Congressman Chaka Fattah: Leader, Funder, Activist
Recognizing how crucial Philadelphia is as a locus of HIV/AIDS infection and prevention, U.S. Rep. Chaka Fattah has been fighting on behalf of HIV-positive individuals and against the spread of the disease for nearly three decades, ever since he served in the Pennsylvania Legislature. Now as a senior member of the all-powerful Appropriations Committee in the U.S. House of Representatives--which is responsible for the spending of more than $1 trillion--Fattah is in a unique position to do more than almost anyone else in the nation to direct resources to key factions in the battle against the disease.
What deciding moment occurred in your life that made you become committed to this issue?
There is no seminal moment that I recall, no loss of a dear friend, no personal catastrophic event that catapulted me into the fight against HIV/AIDS. Rather, it was the growing awareness and identification of the disease in the early 1980s that captured my attention as well as the attention of the nation. During my 12-year tenure in the Pennsylvania state Legislature, I sponsored or co-sponsored 12 bills providing for the education, treatment and counseling of those diagnosed with HIV/AIDS.
What HIV-related activities are taking place in your district back home that you feel particularly strongly about?
Philadelphia has played a critical role since the beginning of the epidemic, both in HIV/AIDS advocacy and patient care. Thirty years later, we still have a strong system of providers and support services working with the HIV-positive community, and advocates and educators seeking to prevent new infections. While there are still far too many new infections every year, and too many people who aren't connected to care as soon as they need it, I'm proud of the work Philadelphians are doing to help end AIDS.
What HIV-related advocacy are you involved in on Capitol Hill?
In my role on the Appropriations Committee, I have been supporting funding for Ryan White, the Minority AIDS Initiative, the Housing Opportunities for People With AIDS program and comprehensive sexuality education. Beyond appropriations, I've been working with the Congressional Black Caucus on health disparities, the National HIV/AIDS Strategy and other legislation to protect and support people with HIV/AIDS and stop the transmission of the virus.
What do you think needs to happen to end the epidemic in Black America?

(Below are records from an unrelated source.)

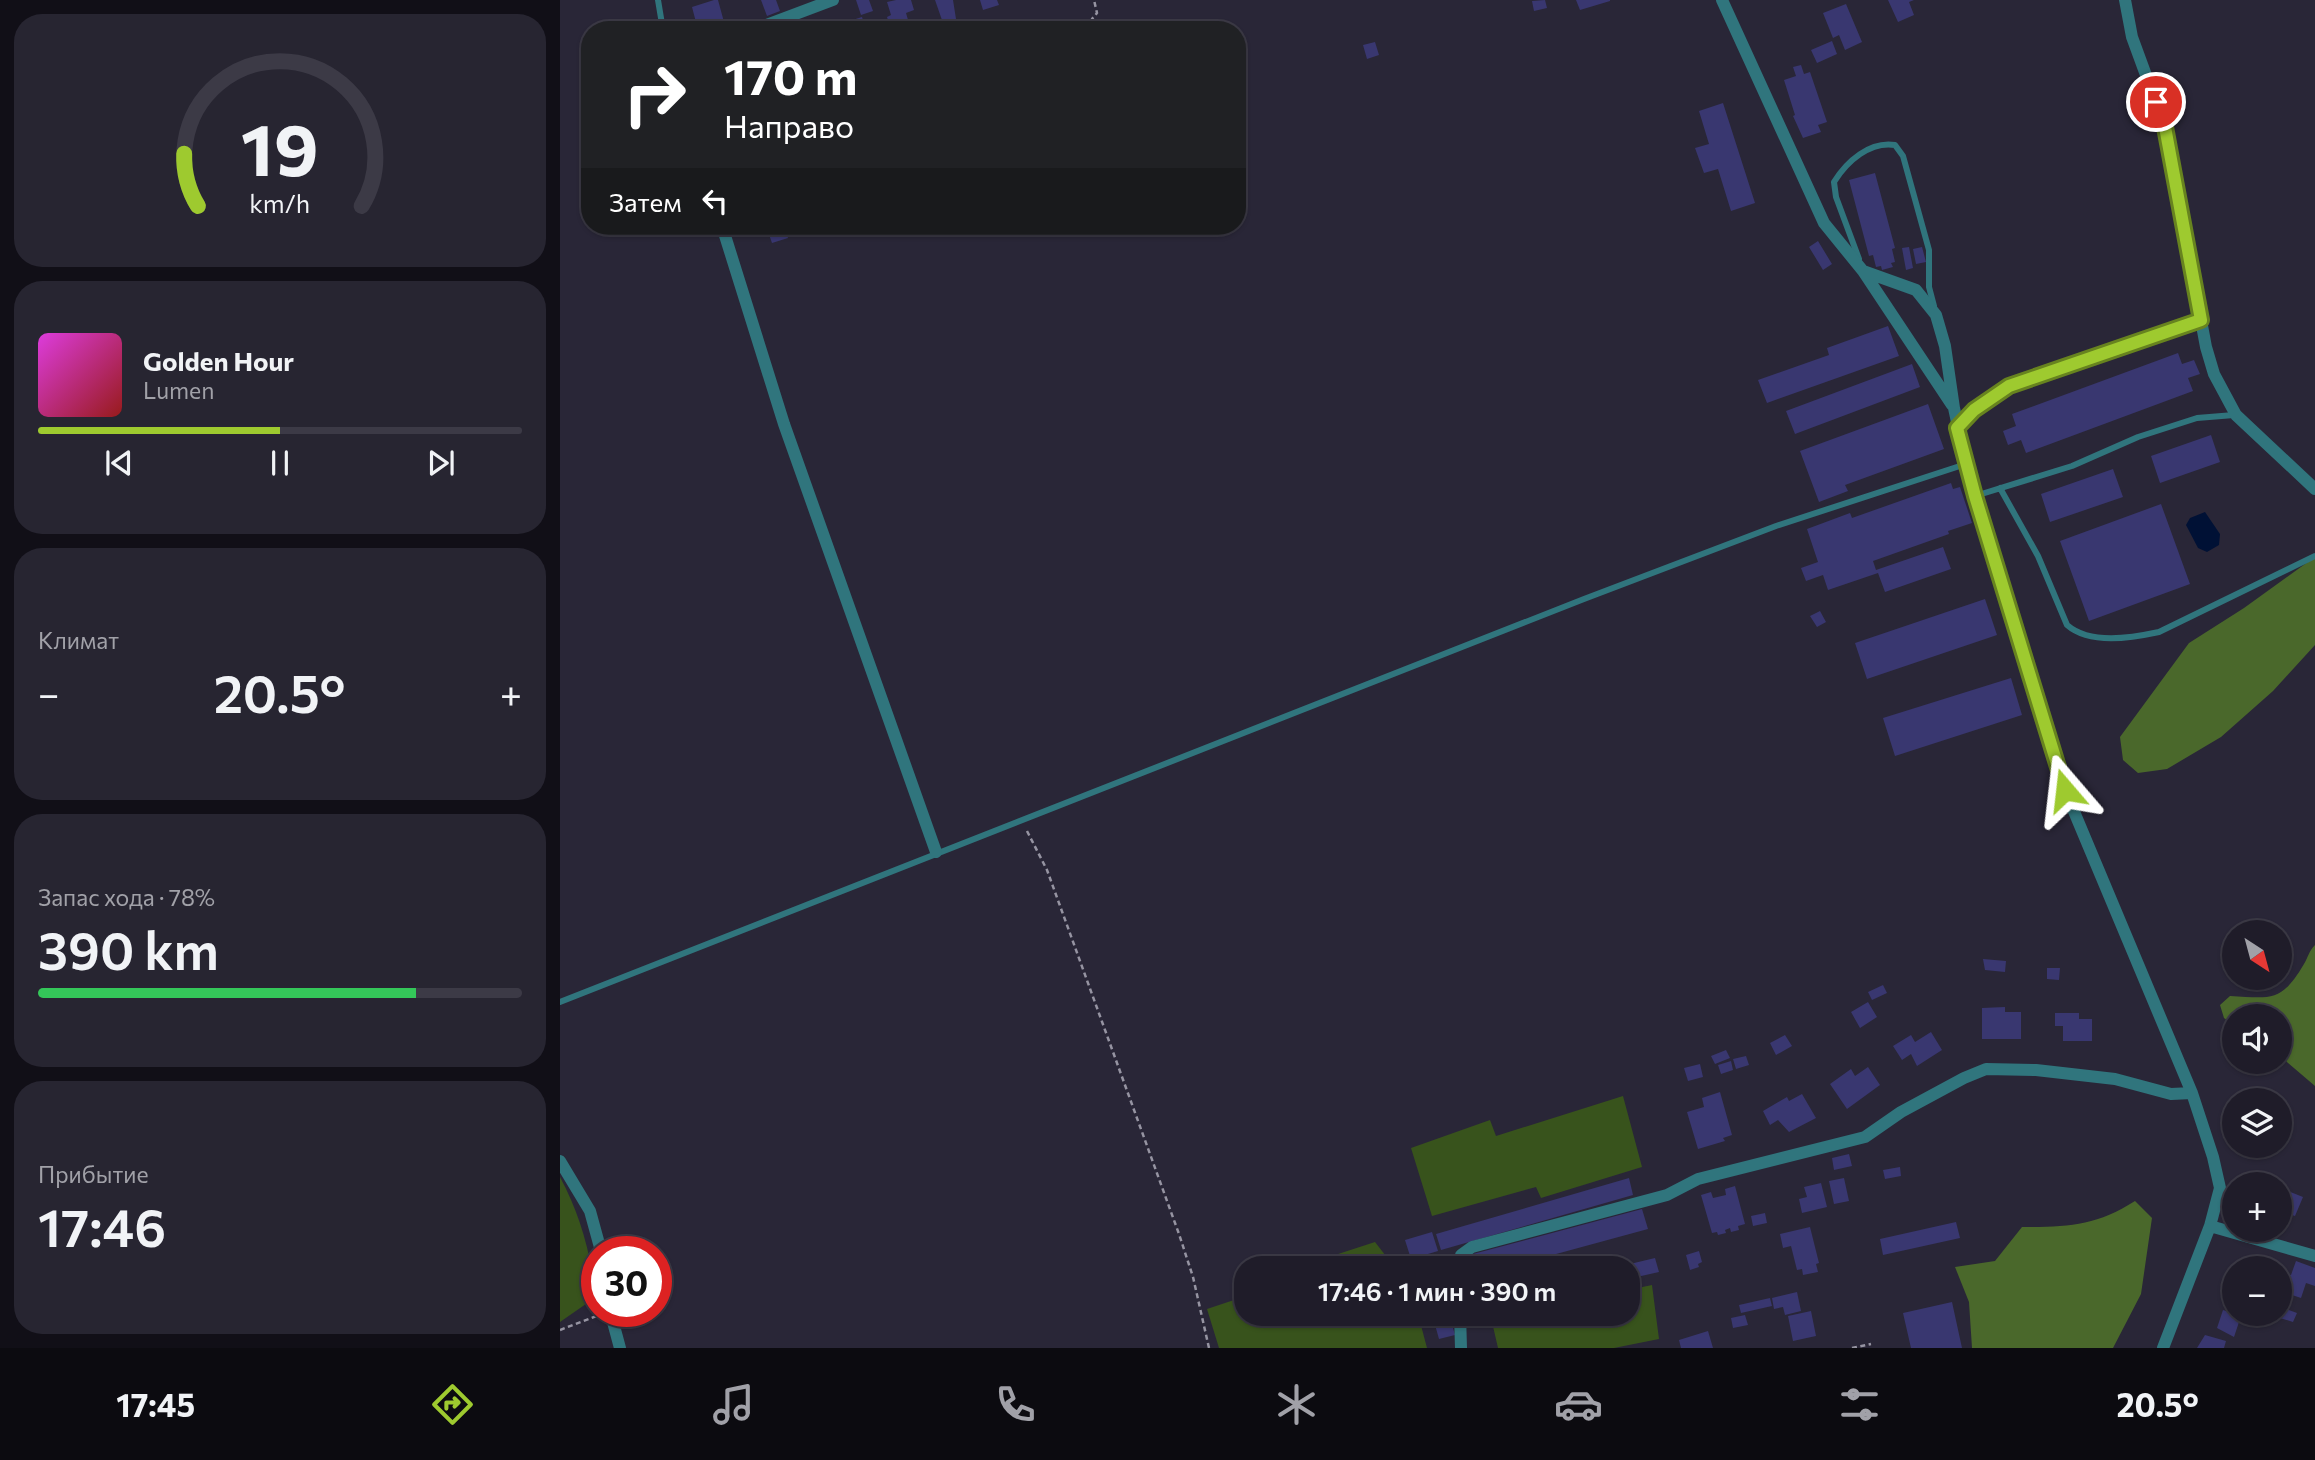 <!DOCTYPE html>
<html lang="ru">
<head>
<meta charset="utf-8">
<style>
	:root { --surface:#1f1c29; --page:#272531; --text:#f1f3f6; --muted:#a1a1a8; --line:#3c3a46; --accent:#9eca2f }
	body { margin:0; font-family:Commissioner,sans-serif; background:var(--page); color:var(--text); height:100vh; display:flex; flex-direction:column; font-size:26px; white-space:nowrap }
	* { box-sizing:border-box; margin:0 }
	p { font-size:23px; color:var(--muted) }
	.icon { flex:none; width:38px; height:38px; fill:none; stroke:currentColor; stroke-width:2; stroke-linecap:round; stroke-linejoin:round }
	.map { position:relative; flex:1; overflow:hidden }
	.side { display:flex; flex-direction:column; gap:14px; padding:14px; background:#110f17; width:560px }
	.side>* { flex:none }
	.guide { position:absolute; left:21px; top:21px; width:665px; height:214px; border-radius:28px; box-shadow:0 2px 5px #0004,0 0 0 2px var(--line); background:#202124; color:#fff; overflow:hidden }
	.needle { width:46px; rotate:144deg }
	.fabs { position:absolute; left:1662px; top:920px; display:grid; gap:14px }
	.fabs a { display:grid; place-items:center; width:70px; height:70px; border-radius:50%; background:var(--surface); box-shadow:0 2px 5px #0004,0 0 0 2px var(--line); font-size:35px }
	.speed { position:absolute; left:21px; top:1236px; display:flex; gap:14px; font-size:35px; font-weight:700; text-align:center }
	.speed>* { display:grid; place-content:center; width:91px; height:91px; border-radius:50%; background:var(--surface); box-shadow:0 2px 5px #0004,0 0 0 2px var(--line); line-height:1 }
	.speed .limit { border:10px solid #d22; background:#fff; color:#111 }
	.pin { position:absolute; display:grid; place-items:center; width:60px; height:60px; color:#fff; margin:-30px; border:4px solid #fff; border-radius:50%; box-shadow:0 2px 7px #0007 }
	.me { position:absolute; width:77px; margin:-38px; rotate:343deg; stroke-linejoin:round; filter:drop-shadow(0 0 5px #0008) }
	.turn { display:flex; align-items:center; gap:24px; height:147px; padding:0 28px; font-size:32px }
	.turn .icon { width:91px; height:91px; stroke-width:2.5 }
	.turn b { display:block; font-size:49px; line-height:60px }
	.then { display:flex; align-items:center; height:66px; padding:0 28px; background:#0003; gap:14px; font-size:26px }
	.big { font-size:52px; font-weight:600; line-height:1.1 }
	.side .tile { flex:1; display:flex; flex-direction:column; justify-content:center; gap:10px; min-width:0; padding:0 24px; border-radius:28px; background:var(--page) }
	.side .dial { align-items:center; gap:0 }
	.dial svg { height:182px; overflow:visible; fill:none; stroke:var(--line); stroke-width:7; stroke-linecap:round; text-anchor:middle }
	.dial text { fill:var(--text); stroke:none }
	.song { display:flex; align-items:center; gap:21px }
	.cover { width:84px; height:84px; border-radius:10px; background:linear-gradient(135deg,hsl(300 70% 55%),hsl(0 70% 35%)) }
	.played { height:7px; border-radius:4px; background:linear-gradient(90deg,var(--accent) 50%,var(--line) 50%) }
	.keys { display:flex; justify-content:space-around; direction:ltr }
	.heat { display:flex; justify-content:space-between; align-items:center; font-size:38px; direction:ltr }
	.charge { height:10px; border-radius:5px; background:linear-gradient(90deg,#34c759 78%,var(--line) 0) }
	.trip { position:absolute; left:674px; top:1256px; width:406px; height:70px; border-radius:28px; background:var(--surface); box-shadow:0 2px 5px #0004,0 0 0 2px var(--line); font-weight:600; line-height:70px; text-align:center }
	.tab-bar { display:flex; height:112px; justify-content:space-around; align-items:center; background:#0c0b10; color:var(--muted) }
	.tab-bar .icon { width:49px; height:49px }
	.tab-bar .current { color:var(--accent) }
	.tab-bar b { font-size:32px; color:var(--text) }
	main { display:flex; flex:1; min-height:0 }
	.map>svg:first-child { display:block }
	.green { fill:#38531c }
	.forest { fill:#4a682b }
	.water { fill:#001135 }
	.building { fill:#393770 }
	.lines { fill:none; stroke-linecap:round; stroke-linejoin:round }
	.path { stroke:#9694a2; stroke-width:2.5; stroke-dasharray:5 3.5; stroke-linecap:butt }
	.lane { stroke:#30757d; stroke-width:6 }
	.street { stroke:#30757d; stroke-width:12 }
	.route-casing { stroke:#67831f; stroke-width:18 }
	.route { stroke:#9eca2f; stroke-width:12 }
</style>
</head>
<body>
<main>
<section class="side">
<div class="tile dial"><svg viewBox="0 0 100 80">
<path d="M14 69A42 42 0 1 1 86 69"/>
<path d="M14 69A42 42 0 0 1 8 46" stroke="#9eca2f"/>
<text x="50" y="56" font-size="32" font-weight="700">19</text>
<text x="50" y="72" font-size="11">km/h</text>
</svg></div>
<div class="tile">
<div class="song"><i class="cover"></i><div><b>Golden Hour</b><p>Lumen</p></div></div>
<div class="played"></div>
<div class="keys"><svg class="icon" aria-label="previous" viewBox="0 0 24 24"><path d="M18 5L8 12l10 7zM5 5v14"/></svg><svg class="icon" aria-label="pause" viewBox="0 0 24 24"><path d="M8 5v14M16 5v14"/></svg><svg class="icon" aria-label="next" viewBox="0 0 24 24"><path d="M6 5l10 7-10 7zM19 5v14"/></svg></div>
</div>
<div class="tile"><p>Климат</p>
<div class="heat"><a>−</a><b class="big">20.5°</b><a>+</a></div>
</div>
<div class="tile"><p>Запас хода · 78%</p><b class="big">390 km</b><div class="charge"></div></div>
<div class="tile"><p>Прибытие</p><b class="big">17:46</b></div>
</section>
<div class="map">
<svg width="1755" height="1348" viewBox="0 0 1755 1348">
	<rect width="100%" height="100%" fill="#292637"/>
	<path class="green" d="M1063,1096L1082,1167L981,1198L976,1187L872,1216L851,1148L930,1120L936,1136Z
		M0,1177C20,1214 31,1254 36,1297L0,1322Z
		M815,1242L836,1269H732Z
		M1092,1285L1099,1339L1054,1348H938L932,1322L967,1314H1068V1290Z
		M686,1296V1314H858L867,1348H659L647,1309Z"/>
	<path class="forest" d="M1752,559H1755V645L1713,691L1661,737L1607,769L1578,773L1563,760L1560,737L1629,643L1684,608Z
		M1755,945V1086L1720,1056V1017H1675V1026L1664,1018L1660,1005L1670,996C1711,998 1721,1003 1744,964C1748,957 1749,951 1755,945Z
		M1575,1201L1592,1218L1581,1294L1553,1348H1412L1409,1302L1395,1267L1435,1261L1462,1227C1508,1227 1536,1226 1575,1201Z"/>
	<path class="water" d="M1645,512L1660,534L1659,545L1647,552L1638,548L1626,525L1630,518Z"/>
	<path class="building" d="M154,0H158L164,22L138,30L132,7Z
		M201,0H216L220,11L207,16Z
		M296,0H309L313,11L301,15Z
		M336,0H351L354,10L346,13L351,30H337L335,25L330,27L327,17L331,15L327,2Z
		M375,0H393L396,19L383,23Z
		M420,0H437L439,5L423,10Z
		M985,0L987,8L974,11L972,1Z
		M1016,0H1050V1L1020,10Z
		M1328,0H1354L1349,2L1354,15L1338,22Z
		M1286,4L1302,42L1285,50L1279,35L1273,38L1263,13Z
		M302,17L306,30H286L283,23Z
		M1272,41L1277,54L1257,63L1251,50Z
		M815,42L819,55L807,59L803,45Z
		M1241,65L1244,74L1250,72L1267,122L1258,125L1261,132L1243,138L1233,116L1235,115L1224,80L1236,76L1233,67Z
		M1163,103L1195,203L1171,211L1158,169L1144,173L1135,148L1149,144L1139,111Z
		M1315,173L1335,248L1332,249L1335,262L1331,263L1333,267L1322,270L1321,266L1316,267L1313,255L1309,256L1289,180Z
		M206,226H234L235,229L226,232L228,238L212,243Z
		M1258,241L1272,264L1263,270L1249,247Z
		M1349,247L1353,268L1346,270L1342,248Z
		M1362,247L1366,262L1356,264L1353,249Z
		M1328,326L1339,356L1207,403L1198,380L1269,355L1267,348Z
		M1618,353L1622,364L1634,360L1640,374L1628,378L1633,391L1466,453L1461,440L1448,445L1443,431L1456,426L1452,414Z
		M1352,364L1360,387L1235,434L1226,411Z
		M1368,404L1384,449L1285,485L1288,491L1259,502L1240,451Z
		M1651,435L1660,462L1600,483L1591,456Z
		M1553,469L1563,497L1490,522L1481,494Z
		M1391,483L1393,489L1400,487L1412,523L1388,531L1389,534L1313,561L1316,570L1383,547L1391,569L1325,592L1318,573L1268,590L1263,575L1246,581L1241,568L1258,562L1247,529L1290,513L1292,518Z
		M1601,504L1630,584L1529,621L1500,541Z
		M1425,599L1437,635L1307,679L1295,643Z
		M1260,611L1266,622L1257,627L1250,616Z
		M1451,678L1462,715L1335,756L1323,718Z
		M1423,959L1446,961L1445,972L1425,970Z
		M1487,968H1500L1499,980L1487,979Z
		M1323,985L1327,993L1312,1000L1308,992Z
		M1308,1002L1317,1017L1300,1028L1291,1012Z
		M1445,1007V1012H1461V1039H1422V1008Z
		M1495,1013H1519V1019H1532V1041H1503V1026H1495Z
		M1371,1032L1382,1050L1357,1066L1351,1054L1342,1060L1333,1046L1351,1035L1355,1042Z
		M1225,1035L1232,1046L1216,1055L1210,1043Z
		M1166,1050L1170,1058L1155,1064L1151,1056Z
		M1186,1056L1189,1065L1176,1069L1173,1059Z
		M1171,1061L1173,1070L1161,1074L1158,1065Z
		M1140,1064L1143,1077L1128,1081L1124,1068Z
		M1308,1067L1320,1085L1287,1109L1270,1084L1291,1069L1295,1076Z
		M1160,1092L1172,1135L1163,1138L1165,1141L1138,1149L1127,1112L1144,1107L1142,1098Z
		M1242,1094L1256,1118L1229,1132L1218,1120L1210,1125L1203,1111L1227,1097L1229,1101Z
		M1289,1154L1292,1166L1274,1170L1272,1158Z
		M1340,1167L1341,1176L1325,1179L1323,1170Z
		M1684,1174L1711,1185H1679Z
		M1069,1178L1073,1195L881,1250L876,1234Z
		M1284,1178L1289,1201L1274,1204L1269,1181Z
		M1261,1183L1267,1207L1242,1213L1239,1199L1247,1197L1244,1187Z
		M1175,1186L1185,1224L1178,1226L1179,1230L1171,1232L1170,1228L1165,1230L1166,1233L1158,1235L1157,1232L1152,1233L1141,1195L1151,1192L1153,1198L1166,1195L1165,1189Z
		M1720,1188L1743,1197L1735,1216L1720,1211Z
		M1675,1196V1223L1665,1219Z
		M1082,1209L1088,1229L941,1269H916L913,1254Z
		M1205,1213L1207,1223L1193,1226L1191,1216Z
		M1396,1222L1400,1238L1323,1255L1320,1239Z
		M1250,1227L1259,1263L1256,1264L1258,1272L1243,1275L1242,1269L1237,1270L1231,1246L1223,1248L1220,1234Z
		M872,1232L878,1251L851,1259L845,1240Z
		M1139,1251L1142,1262L1138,1264L1139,1267L1130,1270L1126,1255Z
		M1095,1258L1099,1272L1068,1279V1269H1049Z
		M1685,1259L1711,1268V1269H1681Z
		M1736,1261L1755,1268V1286L1746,1283L1741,1298L1720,1291V1272L1731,1275Z
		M1237,1292L1241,1311L1225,1315L1223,1307L1214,1309L1212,1298Z
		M1210,1298L1212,1306L1181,1313L1179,1305Z
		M1392,1302L1402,1348H1351L1343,1313Z
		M1723,1308L1737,1313L1733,1322L1720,1318Z
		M1663,1310L1681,1316L1674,1337L1657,1328Z
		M1251,1311L1256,1336L1233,1341L1228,1316Z
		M872,1314H889L895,1335L879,1339Z
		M1185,1315L1188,1325L1173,1328L1171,1318Z
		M1148,1331L1153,1348H1121L1119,1340Z
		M1645,1335L1666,1341L1664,1348H1637Z"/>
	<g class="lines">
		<path class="path" d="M529,30L532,19L537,13L534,0
			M467,831L487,870L619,1234L633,1277L649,1348
			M0,1330L39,1315
			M1292,1348L1311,1344"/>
		<path class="lane" d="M98,0L103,30
			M1299,259L1276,197L1274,182C1287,161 1310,141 1335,145L1343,156L1369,250V287L1374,306
			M1399,426L1414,410L1449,386L1641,320
			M1440,488L1478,556L1507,625C1530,645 1571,638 1599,632L1755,556
			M1415,496L1512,466L1578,437L1637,418L1674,415
			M0,1002L1024,599L1216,526L1406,464"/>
		<path class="street" d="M1162,0L1264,223L1303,271L1356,290L1376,315L1385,346L1394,408L1406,464L1505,790L1632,1093L1653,1157L1660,1188L1650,1226L1603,1348
			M1565,0L1572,37L1605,127L1646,347L1654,374L1676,415L1755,489
			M193,30L273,0
			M162,226L224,424L376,852
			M1303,271L1392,405
			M0,1161L30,1211L41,1251
			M1650,1226L1755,1256
			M900,1269L901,1255L912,1247L1107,1195L1138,1179L1305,1137L1341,1112L1404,1078L1426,1069L1476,1070L1555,1079L1611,1094L1632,1093
			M50,1311L60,1348
			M900,1314L901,1348"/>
	</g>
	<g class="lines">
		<defs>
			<path id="route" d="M1505,790L1415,496L1397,428L1414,410L1449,386L1641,320L1605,127L1596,102"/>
		</defs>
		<use href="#route" class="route-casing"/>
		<use href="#route" class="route"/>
	</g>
</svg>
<div class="fabs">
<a><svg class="needle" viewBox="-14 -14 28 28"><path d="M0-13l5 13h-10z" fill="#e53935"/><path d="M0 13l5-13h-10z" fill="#a1a1a8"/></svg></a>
<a><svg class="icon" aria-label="sound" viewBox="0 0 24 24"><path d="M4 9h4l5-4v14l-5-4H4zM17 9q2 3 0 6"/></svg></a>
<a><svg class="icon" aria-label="layers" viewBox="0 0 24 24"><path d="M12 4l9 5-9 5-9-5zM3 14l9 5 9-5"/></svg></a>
<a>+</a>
<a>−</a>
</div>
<div class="speed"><div class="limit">30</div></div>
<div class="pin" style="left:1596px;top:102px;background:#d93025"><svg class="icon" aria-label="arrive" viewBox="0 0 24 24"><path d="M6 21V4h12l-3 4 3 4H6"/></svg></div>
<svg class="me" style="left:1505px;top:790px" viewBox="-20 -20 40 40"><path d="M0-17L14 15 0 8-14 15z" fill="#9eca2f" stroke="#fff" stroke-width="4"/></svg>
<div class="trip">17:46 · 1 мин · 390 m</div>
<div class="guide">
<div class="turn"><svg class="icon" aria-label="right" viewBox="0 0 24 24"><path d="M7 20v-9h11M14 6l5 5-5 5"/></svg><div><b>170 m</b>Направо</div></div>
<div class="then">Затем<svg class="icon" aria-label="left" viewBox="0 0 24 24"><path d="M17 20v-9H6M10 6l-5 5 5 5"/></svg></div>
</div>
</div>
</main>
<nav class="tab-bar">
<b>17:45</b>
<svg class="icon current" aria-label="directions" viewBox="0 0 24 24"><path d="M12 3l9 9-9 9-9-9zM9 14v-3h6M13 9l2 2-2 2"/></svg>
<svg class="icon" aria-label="music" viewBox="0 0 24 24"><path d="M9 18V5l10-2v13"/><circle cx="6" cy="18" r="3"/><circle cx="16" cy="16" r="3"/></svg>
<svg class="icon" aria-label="phone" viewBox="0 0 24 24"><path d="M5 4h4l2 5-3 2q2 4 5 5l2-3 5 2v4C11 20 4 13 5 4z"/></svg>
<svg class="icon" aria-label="climate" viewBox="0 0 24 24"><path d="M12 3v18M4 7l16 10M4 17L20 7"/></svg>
<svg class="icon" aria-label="car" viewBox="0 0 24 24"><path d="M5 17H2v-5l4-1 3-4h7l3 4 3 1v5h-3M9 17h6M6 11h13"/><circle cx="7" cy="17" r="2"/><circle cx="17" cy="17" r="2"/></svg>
<svg class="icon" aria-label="filters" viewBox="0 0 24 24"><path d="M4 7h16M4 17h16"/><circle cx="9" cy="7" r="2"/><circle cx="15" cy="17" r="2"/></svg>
<b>20.5°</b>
</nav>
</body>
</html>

Critical to fighting any disease is access to good health care. In the African American community and every community, positive Americans need not only health care but supportive services and education. This is a disease that overwhelmingly disproportionately targets communities facing other health disparities and marginalization.
We need a comprehensive approach that values every person's life and empowers them to live healthily and make choices that enable them to fulfill their potential. That said, we need to acknowledge the amazing success we have had in drug research, civil rights protections and destigmatization. There's still a lot of work yet to do, but I believe we're headed in the right direction.
What concerns do you have about how the challenges to health reform might affect people with HIV/AIDS?
Efforts to undermine health reform are disastrous for African Americans, working families, people with chronic diseases, people who may someday develop or contract a chronic disease, old people and young people. While we will continue to need services that are specifically targeted, people living with HIV/AIDS need access to the full range of health services. As we have seen when effective and efficient programs are taken away, infection rates go up and the overall quality of life goes down.
Nick Chiles is a Pulitzer Prize-winning journalist and a New York Times best-selling author.